** INFORMATION SUPPLIED **
*-*-*

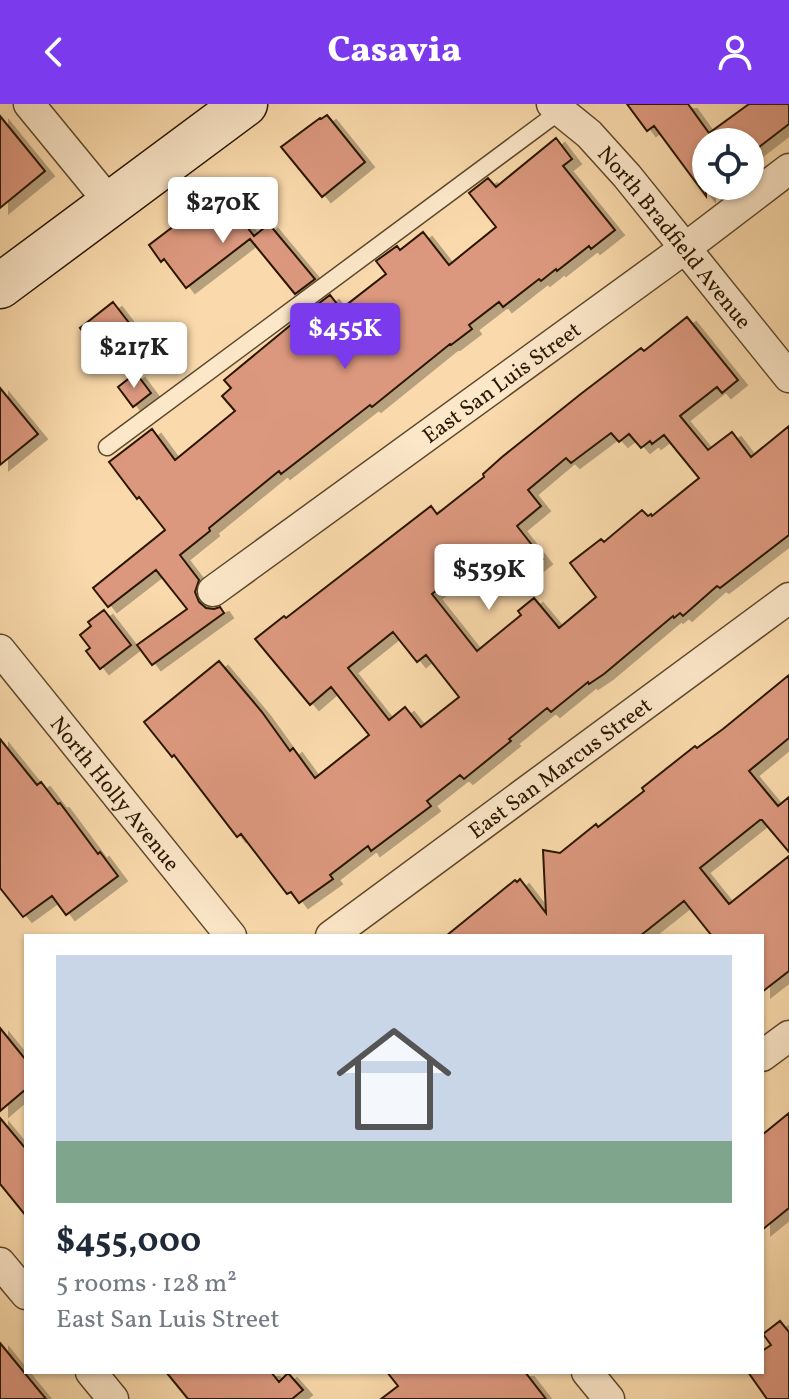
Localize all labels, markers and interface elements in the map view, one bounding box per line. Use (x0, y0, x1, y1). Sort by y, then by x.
text: Casavia (327, 27, 462, 77)
icon: back (32, 30, 76, 74)
icon: person (713, 30, 757, 74)
map controls (692, 128, 764, 200)
button: locate (692, 128, 764, 200)
street label: North Bradfield Avenue (589, 140, 758, 337)
pin: $270K (167, 177, 279, 245)
text: $270K (186, 185, 260, 221)
pin: $455K (289, 303, 401, 371)
text: $455K (308, 311, 382, 347)
street label: East San Luis Street (417, 316, 588, 452)
pin: $217K (78, 322, 190, 390)
text: $217K (99, 330, 169, 366)
pin: $539K (433, 544, 545, 612)
text: $539K (452, 552, 526, 588)
street label: East San Marcus Street (463, 691, 659, 847)
street label: North Holly Avenue (41, 711, 186, 879)
icon: home (322, 1007, 466, 1151)
text: $455,000 (56, 1219, 201, 1266)
text: 5 rooms · 128 m² (56, 1266, 237, 1302)
text: East San Luis Street (56, 1302, 280, 1338)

*-*-*

** TASK BRIEF **
Once the images are set aside, retype all of the material above exactly.

** RESPONSE **
Localize all labels, markers and interface elements in the map view, one bounding box per line. Use (x0, y0, x1, y1). Sort by y, then by x.
text: Casavia (327, 27, 462, 77)
icon: back (32, 30, 76, 74)
icon: person (713, 30, 757, 74)
map controls (692, 128, 764, 200)
button: locate (692, 128, 764, 200)
street label: North Bradfield Avenue (589, 140, 758, 337)
pin: $270K (167, 177, 279, 245)
text: $270K (186, 185, 260, 221)
pin: $455K (289, 303, 401, 371)
text: $455K (308, 311, 382, 347)
street label: East San Luis Street (417, 316, 588, 452)
pin: $217K (78, 322, 190, 390)
text: $217K (99, 330, 169, 366)
pin: $539K (433, 544, 545, 612)
text: $539K (452, 552, 526, 588)
street label: East San Marcus Street (463, 691, 659, 847)
street label: North Holly Avenue (41, 711, 186, 879)
icon: home (322, 1007, 466, 1151)
text: $455,000 (56, 1219, 201, 1266)
text: 5 rooms · 128 m² (56, 1266, 237, 1302)
text: East San Luis Street (56, 1302, 280, 1338)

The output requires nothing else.